Extrinsieke rugspieren

Extrinsieke rugspieren zijn een van de twee hoofdgroepen van spinale extensoren. (De andere set is intrinsiek.) Extrinsieke en intrinsieke rugspieren zijn gegroepeerd op basis van hun locatie en hun functie.

Zowel extrinsieke als intrinsieke rugspieren zijn noodzakelijk voor spinale ondersteuning omdat het grootste deel van ons gewicht voor ons ligt. Zonder krachtige spieren in de rug zouden we waarschijnlijk een ingeklapte houding en beperkte beweging van de romp ervaren meestal.

De extrinsieke rugspieren bevinden zich aan de buitenkant van het lichaam. Ze zijn ook verdeeld in twee groepen - de oppervlakkige extrinsieke rugspieren en de intermediaire extrinsieke rugspieren.

Dit artikel verklaart de oppervlakkige laag van de extrinsieke rugspieren.

Al met al helpen de extrinsieke rugspieren de armbewegingen te beheersen en een rol bij het ademen te spelen, het kenmerk van de oppervlakkige laag zijn de armbewegingen. (Ademhaling wordt sterk beïnvloed door de intermediaire extrinsieke laag.)

Spieren van de Oppervlakkige Extrinsieke Groep

De oppervlakkige extrinsieke rugspiergroep bestaat uit 4 spieren: de trapezius, latissimus dorsi, levator scapula en de romboïden.

Trapezius Muscle

Een van de meest opvallende kenmerken van de trapezius spier is zijn vorm. De trapezius (kortweg "vallen" genoemd) is een grote driehoekige spier in de middelste en bovenste rug en in de nek en schouders.

Deze spier heeft een aantal functies, waaronder het verplaatsen van de schouderbladen (dit zijn de platte - ook driehoekig gevormde - botten die op de achterkant van de ribbenkast zitten). Andere functies van de trapezius zijn het bijdragen aan hoofd en nek bewegingen en helpen met ademhalen.

De trapezius-spier heeft 3 delen: de bovenste, de middelste en de onderste.

Meer informatie over de locaties van de bijlagen en de functies van de trapezius-spier .

Latissimus Dorsi

Een andere driehoekig gevormde spier, de latissimus dorsi, is een belangrijke speler wanneer je je armen gebruikt om aan je lichaamsgewicht te trekken. Om deze reden wordt het vaak de "zwemmerspier" genoemd. (De latissimus dorsi wordt ook wel de "lats" genoemd.) De latten helpen ook bij het ademen.

De lats nemen een flinke hoeveelheid ruimte op in de lage en middenrug. Ze beginnen aan de onderkant van de thoracale wervelkolom en ribben, de thoracolumbale fascia en een deel van je heupbot. Ze lopen dan af naar een fijne punt die wordt ingebracht aan de binnenkant van het bovenarmbeen.

Levator schouderblad

De levator scapula- spier begint bij de nek en loopt naar beneden om te hechten op de media-hoek van de bovenkant van het schouderblad. Het is zijn taak om het schouderblad naar de oren te tillen. Deze actie is helaas constant "aan" voor de meesten van ons, wat kan resulteren in veel nek- en schouderspanning.

rhomboids

De romboïde spieren zijn twee parallellogramvormige spieren (rechts en links) die zich uitstrekken van de middellijn van de wervelkolom tot de binnenrand van de schouderblad (schouderbladbot.)

Elke romboïde bestaat uit een groot en een klein deel, respectievelijk de romboïde major en de romboïd minor.

Hoewel er twee afzonderlijke structuren zijn, maken de hoofd- en ondergeschikte één algehele vorm en fungeren ze als een eenheid om de schouderbladen samen te knijpen.
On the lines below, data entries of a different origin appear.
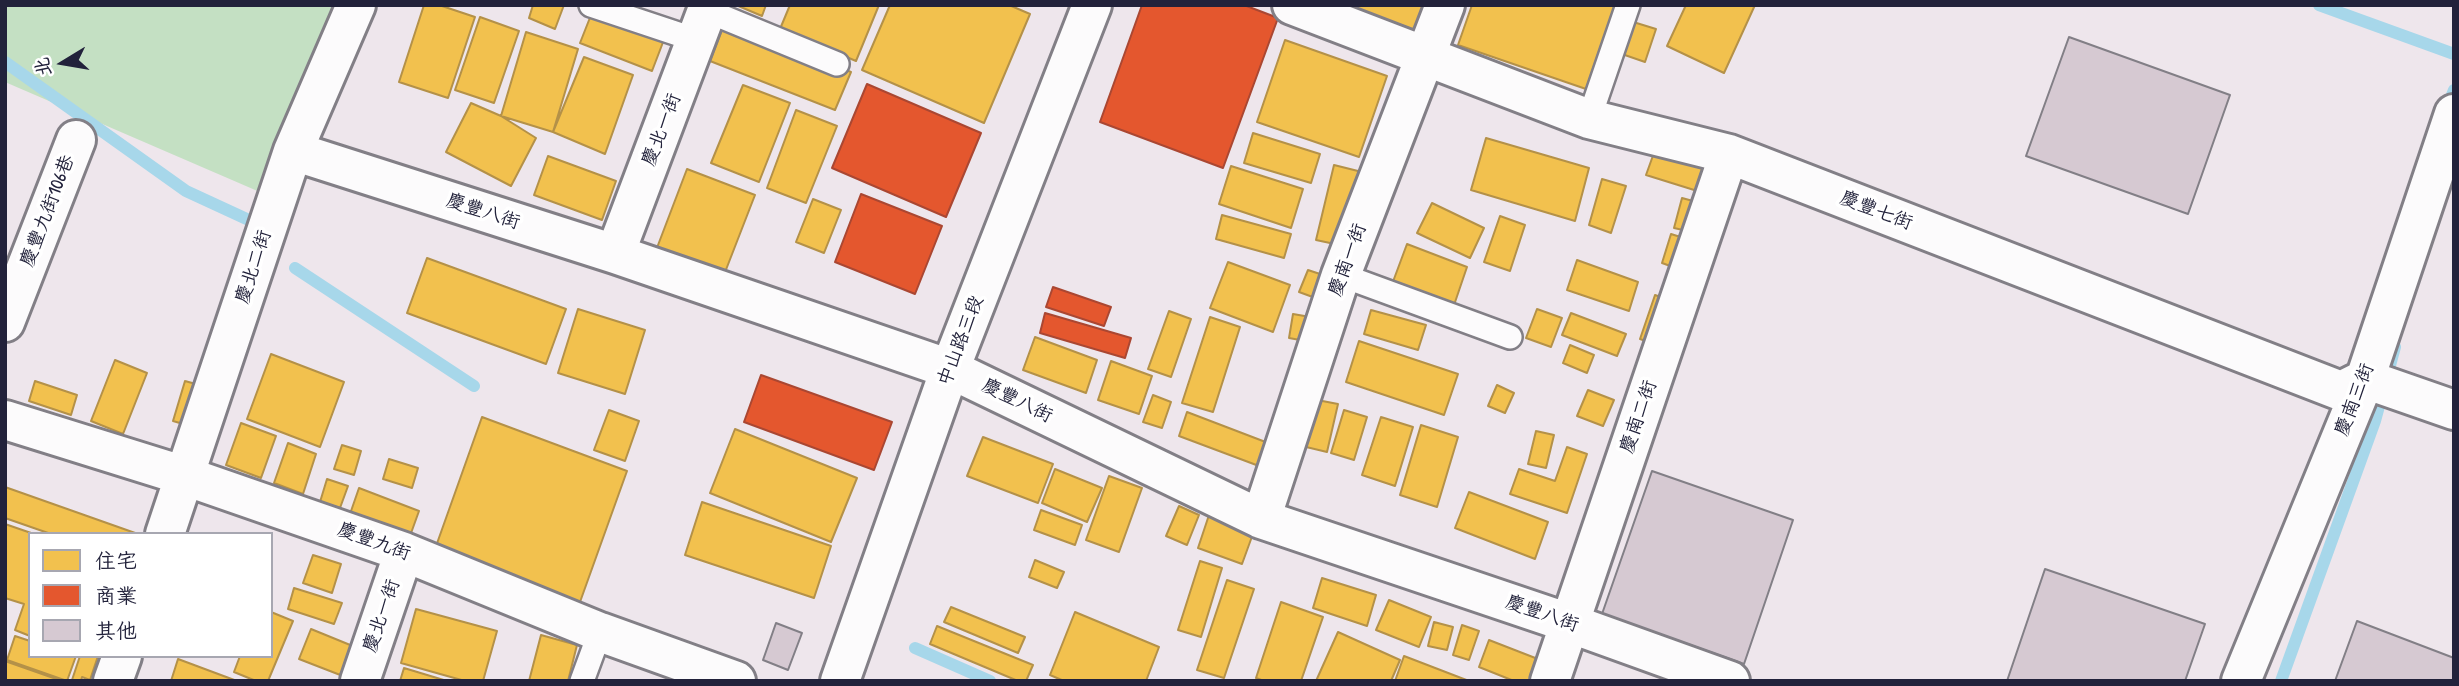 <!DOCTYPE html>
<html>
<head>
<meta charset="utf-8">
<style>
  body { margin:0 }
  #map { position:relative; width:2459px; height:686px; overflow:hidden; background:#eee6ec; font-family:"Patrick Hand","LXGW WenKai TC",sans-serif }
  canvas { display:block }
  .frame { position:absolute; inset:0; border:7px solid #22223b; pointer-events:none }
  .legend { position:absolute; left:28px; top:532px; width:245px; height:126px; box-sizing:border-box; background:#fff; border:2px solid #a7a7b1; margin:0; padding:9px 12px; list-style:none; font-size:21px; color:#22223b }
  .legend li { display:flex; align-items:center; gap:14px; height:35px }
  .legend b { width:35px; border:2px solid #a7a7b1 }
  .north { position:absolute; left:28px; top:28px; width:70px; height:70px; -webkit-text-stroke:5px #fff; paint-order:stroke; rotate:259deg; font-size:19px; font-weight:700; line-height:28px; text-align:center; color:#22223b }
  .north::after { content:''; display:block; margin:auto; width:24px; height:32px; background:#22223b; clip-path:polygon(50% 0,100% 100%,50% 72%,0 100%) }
</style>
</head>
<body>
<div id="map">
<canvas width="2459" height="686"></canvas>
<div class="frame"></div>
<ul class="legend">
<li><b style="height:19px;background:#f2c14e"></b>住宅</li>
<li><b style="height:19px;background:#e4572e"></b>商業</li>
<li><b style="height:19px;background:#d6c9d2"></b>其他</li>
</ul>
<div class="north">北</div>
</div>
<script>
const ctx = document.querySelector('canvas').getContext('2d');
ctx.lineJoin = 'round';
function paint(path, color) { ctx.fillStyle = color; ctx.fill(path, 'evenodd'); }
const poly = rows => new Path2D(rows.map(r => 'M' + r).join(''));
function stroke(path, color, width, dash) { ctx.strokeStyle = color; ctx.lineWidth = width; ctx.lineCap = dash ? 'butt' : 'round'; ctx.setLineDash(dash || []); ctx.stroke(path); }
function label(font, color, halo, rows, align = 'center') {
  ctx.font = font + ' "Patrick Hand","LXGW WenKai TC",sans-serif'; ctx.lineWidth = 7; ctx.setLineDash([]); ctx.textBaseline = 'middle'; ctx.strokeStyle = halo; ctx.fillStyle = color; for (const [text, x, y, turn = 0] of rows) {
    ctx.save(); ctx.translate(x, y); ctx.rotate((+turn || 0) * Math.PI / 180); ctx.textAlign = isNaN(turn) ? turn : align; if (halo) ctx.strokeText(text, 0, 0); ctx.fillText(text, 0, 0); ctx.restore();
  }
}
const green = poly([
  [5,5,346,5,276,199,5,82]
]);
const homes = poly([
  [424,5,439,5,475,17,448,98,399,82,424,5],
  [533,5,564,5,555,29,529,18,533,5],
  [736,5,766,5,762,16,736,5],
  [790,5,879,5,856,61,780,29,790,5],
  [890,5,1009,5,1030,14,984,123,862,70,890,5],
  [1346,5,1429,5,1420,32,1346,5],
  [1472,5,1615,5,1586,89,1458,45,1472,5],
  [1686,5,1755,5,1724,73,1667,46,1686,5],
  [593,10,665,37,652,71,580,43,593,10],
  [480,17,519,31,494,103,455,90,480,17],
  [1630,21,1656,29,1645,62,1619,53,1630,21],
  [725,22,851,72,835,110,710,61,725,22],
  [526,32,578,49,553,132,501,116,526,32],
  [1285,40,1387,76,1359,157,1257,122,1285,40],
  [584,57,633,75,605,154,553,132,584,57],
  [743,85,790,103,759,182,711,163,743,85],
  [471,103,501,116,536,138,511,186,446,152,471,103],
  [796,110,837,126,806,203,767,188,796,110],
  [1253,133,1320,154,1311,183,1244,163,1253,133],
  [1486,138,1589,168,1575,221,1471,190,1486,138],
  [1655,150,1715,169,1707,194,1646,175,1655,150],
  [548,156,616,181,602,220,534,195,548,156],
  [1334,165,1362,172,1344,246,1316,240,1334,165],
  [1231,166,1303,189,1291,228,1219,204,1231,166],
  [687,169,755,195,722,280,655,253,687,169],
  [1602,179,1626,186,1611,233,1589,225,1602,179],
  [1682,198,1704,204,1696,233,1674,228,1682,198],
  [813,199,841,210,824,253,796,242,813,199],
  [1432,203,1484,228,1470,258,1417,233,1432,203],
  [1222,215,1291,234,1284,258,1216,239,1222,215],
  [1500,216,1525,225,1510,271,1484,262,1500,216],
  [1671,234,1693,241,1684,271,1662,263,1671,234],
  [1407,244,1467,267,1452,311,1391,287,1407,244],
  [427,258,566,309,546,364,407,313,427,258],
  [1577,260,1638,282,1629,311,1567,290,1577,260],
  [1228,262,1290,285,1273,332,1210,308,1228,262],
  [1308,270,1329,277,1321,300,1299,292,1308,270],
  [1655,295,1675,302,1660,346,1640,339,1655,295],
  [578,309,645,330,625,394,558,373,578,309],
  [1537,309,1562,318,1551,347,1526,338,1537,309],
  [1371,310,1426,325,1418,350,1364,334,1371,310],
  [1169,311,1191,319,1171,377,1148,369,1169,311],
  [1571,313,1626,334,1617,356,1562,335,1571,313],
  [1293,314,1316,318,1311,342,1289,338,1293,314],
  [1210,317,1240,327,1213,412,1182,403,1210,317],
  [1035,337,1097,360,1086,393,1023,370,1035,337],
  [1359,341,1458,374,1444,415,1346,382,1359,341],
  [1570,345,1594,355,1587,373,1563,363,1570,345],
  [271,354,344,382,320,447,247,419,271,354],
  [115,360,147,373,123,434,91,421,115,360],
  [1111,361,1152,376,1139,414,1098,400,1111,361],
  [35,381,77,395,71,415,29,401,35,381],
  [185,381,203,386,190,426,173,421,185,381],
  [1497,385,1514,393,1505,413,1488,406,1497,385],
  [1588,390,1614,400,1603,426,1577,416,1588,390],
  [1153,395,1171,402,1162,428,1143,422,1153,395],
  [1312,399,1338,404,1327,452,1302,446,1312,399],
  [609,410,639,421,625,461,594,450,609,410],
  [1344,410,1367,417,1354,460,1331,453,1344,410],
  [1187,412,1276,446,1267,469,1179,436,1187,412],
  [482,417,627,471,580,602,435,549,482,417],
  [1381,417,1413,427,1395,486,1362,475,1381,417],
  [241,423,276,436,261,478,226,465,241,423],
  [1421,425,1458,437,1437,507,1400,495,1421,425],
  [735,429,857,478,831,542,710,493,735,429],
  [1536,431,1554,435,1546,468,1528,464,1536,431],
  [983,437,1053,464,1038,503,967,476,983,437],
  [288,443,316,454,303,494,274,483,288,443],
  [342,445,361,451,354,475,334,469,342,445],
  [1567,447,1587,454,1567,513,1510,494,1519,469,1555,481,1567,447],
  [389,459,418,468,412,488,383,479,389,459],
  [1055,469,1102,488,1087,522,1042,503,1055,469],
  [1109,476,1142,488,1119,552,1086,540,1109,476],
  [327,479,348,486,340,508,320,502,327,479],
  [5,487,138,534,51,534,5,518,5,487],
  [359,488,419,511,410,536,350,514,359,488],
  [1469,492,1548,522,1535,559,1455,528,1469,492],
  [702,502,831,546,814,598,685,555,702,502],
  [1179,506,1199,515,1187,545,1166,536,1179,506],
  [1041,510,1082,525,1075,545,1034,530,1041,510],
  [1209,515,1254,531,1242,564,1198,548,1209,515],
  [5,524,34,534,30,534,30,636,15,630,24,604,5,598,5,524],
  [313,555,341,564,332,593,303,583,313,555],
  [1035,560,1064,572,1057,588,1029,577,1035,560],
  [1200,561,1222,568,1201,637,1178,630,1200,561],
  [1322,578,1376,595,1367,626,1313,608,1322,578],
  [1227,580,1254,589,1224,678,1197,670,1227,580],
  [294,588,342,603,334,624,288,609,294,588],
  [1389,600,1431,617,1419,647,1376,630,1389,600],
  [1281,602,1323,617,1301,681,1264,681,1256,678,1281,602],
  [951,607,1025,637,1018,653,944,622,951,607],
  [416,609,497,631,483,681,465,681,401,663,416,609],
  [271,612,293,621,268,681,256,681,234,672,240,656,271,656,271,612],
  [1075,612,1159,647,1146,681,1064,681,1050,675,1075,612],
  [1434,622,1453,627,1447,650,1428,646,1434,622],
  [1462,625,1479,631,1469,660,1453,655,1462,625],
  [937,626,1033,665,1026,681,1018,681,930,644,937,626],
  [311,629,360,649,348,678,299,659,311,629],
  [1338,632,1400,660,1391,681,1316,681,1338,632],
  [541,635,577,645,568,681,529,681,541,635],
  [15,636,30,641,30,656,76,656,67,681,7,660,15,636],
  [1489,640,1543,661,1534,681,1514,681,1479,667,1489,640],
  [80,656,98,656,90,680,82,677,81,681,72,680,80,656],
  [1404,656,1469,681,1395,681,1404,656],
  [178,659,237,681,171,681,178,659],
  [5,661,62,681,5,681,5,661],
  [404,668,447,681,400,681,404,668]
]);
const shops = poly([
  [1142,5,1244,5,1278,18,1223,168,1100,122,1142,5],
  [867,84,981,133,946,217,832,168,867,84],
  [861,194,942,226,915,294,835,262,861,194],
  [1053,287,1111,307,1104,326,1046,307,1053,287],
  [1045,313,1131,338,1125,358,1040,333,1045,313],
  [761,375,892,422,874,470,744,422,761,375]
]);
const stream = poly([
  [2319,5,2454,54],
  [5,62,186,191,251,221],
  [2446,110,2454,90],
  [295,268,474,386],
  [915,648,990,681],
  [2281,681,2375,421,2395,347]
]);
const building = poly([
  [2069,37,2230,95,2188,214,2026,156,2069,37],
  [1652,471,1793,520,1744,664,1602,614,1652,471],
  [2045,569,2205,624,2185,681,2007,681,2045,569],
  [2357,621,2454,658,2454,681,2335,681,2357,621],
  [776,623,802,633,788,670,763,660,776,623]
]);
const lane = poly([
  [591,5,696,40],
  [708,11,837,64],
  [1589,119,1628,5],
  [1341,275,1510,337],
  [582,681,600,632]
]);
const street = poly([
  [1292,5,1589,119,1729,154,2341,391,2365,379,2454,410],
  [293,151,615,254,950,369,1261,519,1569,623,1730,681],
  [615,254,709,5],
  [5,322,76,140],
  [5,420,185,476,404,552,600,632,736,681],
  [1261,519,1341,275,1445,5],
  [165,534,293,151,356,5],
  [113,681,122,656],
  [360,681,404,552],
  [1550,681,1729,154],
  [2241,681,2365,379,2454,114]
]);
const primary = poly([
  [840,681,950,369,1092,5]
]);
const streetNames = [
  ["慶北一街",662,130,-69],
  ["慶豐九街106巷",48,211,-69],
  ["慶豐七街",1876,211,21],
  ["慶豐八街",483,212,18],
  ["慶南一街",1348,260,-70],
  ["慶北二街",254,267,-72],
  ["中山路三段",961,341,-69],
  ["慶南三街",2355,400,-69],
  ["慶豐八街",1017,401,26],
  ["慶南二街",1639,417,-71],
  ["慶豐九街",374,542,20],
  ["慶豐八街",1542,614,19],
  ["慶北一街",382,616,-71]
];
paint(green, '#c4e0c3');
paint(homes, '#f2c14e');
stroke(homes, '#b49148', 2);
paint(shops, '#e4572e');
stroke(shops, '#aa4732', 2);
stroke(stream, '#a7d7ea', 12);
paint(building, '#d6c9d2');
stroke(building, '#827f86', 2);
stroke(lane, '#827f86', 28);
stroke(street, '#827f86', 44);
stroke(primary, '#827f86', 44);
stroke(lane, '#fcfbfc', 23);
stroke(street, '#fcfbfc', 38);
stroke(primary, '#fcfbfc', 38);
label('19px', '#22223b', '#fff', streetNames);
</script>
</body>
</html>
Vanwege zijn actie (van het samen knijpen van de schouderbladen), kan het richten van de romboïden op het verbeteren van de houding een goed idee zijn. De actie om de schouderbladen tegen elkaar te drukken (in de richting van de wervelkolom) kan helpen de effecten van het zitten aan de computer en / of andere vormen van posturale kyfose om te keren. In feite is er een oefening in het bovenlichaam die je misschien op dit moment wilt proberen.

bronnen:

Kendall, F., McCreary, E. Provance, P. Spieren: testen en functie. 4e editie. Williams & Wilkins. Baltimore, MD. 1993.

Moore, K., Dalley, A. Clinically Oriented Anatomy. Vijfde. Editie. Lippincott, Williams & Wilkins. 2006. Baltimore. Philadelphia, PA.